De l'alimentaire à la cosmétique, du jardinage à la diététique... Kéfir, kombucha, compost, tofu... les produits fermentés sont partout, ils poussent, c'est le cas de le dire, comme des champignons. Quoiqu'avant qu'ils aient été à la mode et contaminent notre quotidien, nous en consommions déjà beaucoup mine de rien, tel un monsieur Jourdain de la fermentation ne sachant pas ou ne voulant pas savoir qu'il mangeait des cultures de bactéries en veux-tu en voilà. Les aliments fermentés qui font le bonheur de nos intestins (notre deuxième cerveau, si vous n'étiez pas au courant...) n'ont pas toujours eu bonne presse. Après avoir retracé l'évolution de la perception de ces amis de notre microbiote, Anne-Sophie Moreau explique comment on est passé du dégoût du putrescent à la fascination pour la moisissure. Ce qui auparavant rebutait parce qu'associé à la décomposition passe aujourd'hui non plus pour du moribond ou du déjà mort mais pour de l'être en devenir, du toujours vivant. La philosophe analyse la fermentation dans tous ses états, au-delà de l'assiette, avec l'architecture fongique (faite de matériau fibreux à base de mycélium) ou l'humusation (l'enterrement écolo où on devient de l'engrais)... C'est société mycophile (qui aime les champignons) pro-bactéries et solidaire versus société mycophobe (qui a le moisi en horreur) hygiéniste et compétitive.
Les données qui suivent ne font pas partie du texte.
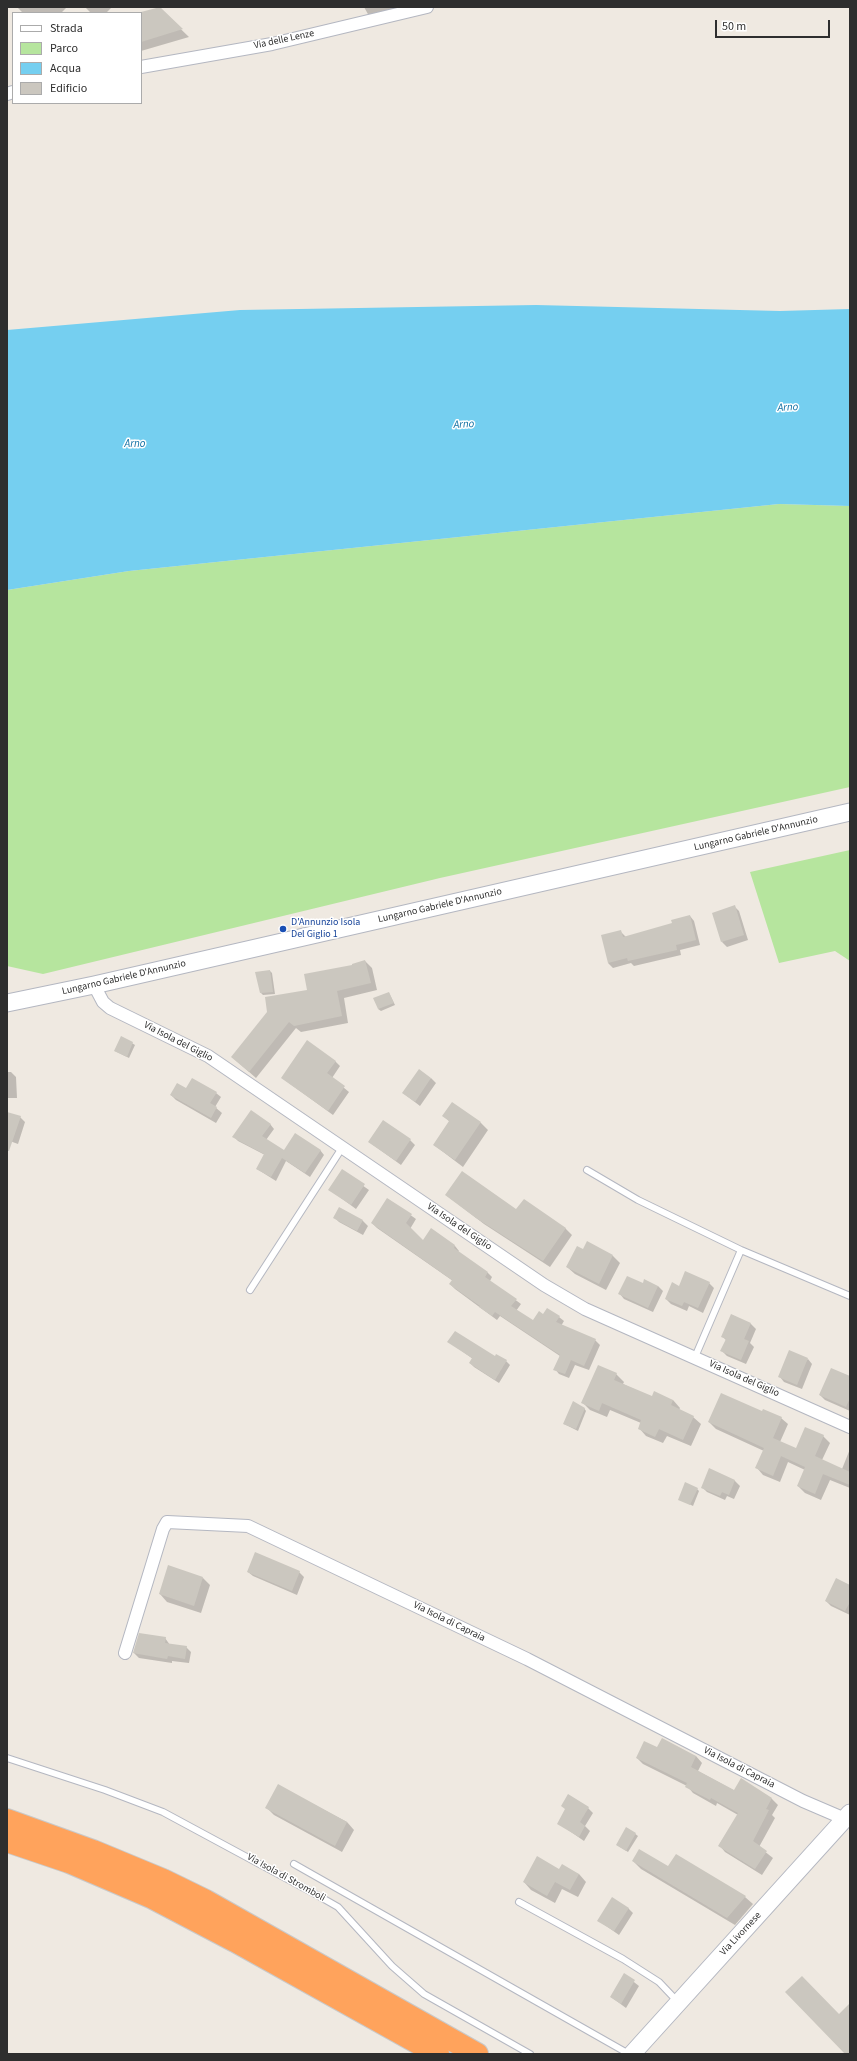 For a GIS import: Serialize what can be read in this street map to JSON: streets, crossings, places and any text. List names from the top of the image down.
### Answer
{
  "streets": {
    "main road": ["Lungarno Gabriele D'Annunzio", "Via Livornese"],
    "street": ["Via delle Lenze", "Via Isola del Giglio", "Via Isola di Capraia"],
    "lane": ["Via Isola di Stromboli"]
  },
  "crossings": [
    ["Lungarno Gabriele D'Annunzio", "Via Isola del Giglio"],
    ["Via Isola di Capraia", "Via Livornese"]
  ],
  "water": ["Arno"],
  "places": ["D'Annunzio Isola Del Giglio 1"],
  "legend": [
    "Strada",
    "Parco",
    "Acqua",
    "Edificio"
  ],
  "scale_bar": "50 m"
}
Être du côté de la fermentation, du champignon, n'est-ce pas être pour le végétal contre le béton, pour la multitude accueillante des germes de la régénération contre le darwinisme social où dominent les plus forts et la xénophobie excluant tout élément allogène ? La réponse n'est pas aussi binaire... Il existe une mauvaise part de la moisissure qui peut dégager le remugle de l'entre-soi. En outre, Anne-Sophie Moreau met également en garde contre une politique de la fermentation si fluide et horizontale que « l'affrontement fait place à un soulèvement multinodal, mobile et mouvant... duquel rien n'éclot ». Où « on refuse de laisser croître quoi que ce soit, de peur de ressusciter les fantômes de la domination verticale. Au risque de moisir dans la stagnation ? »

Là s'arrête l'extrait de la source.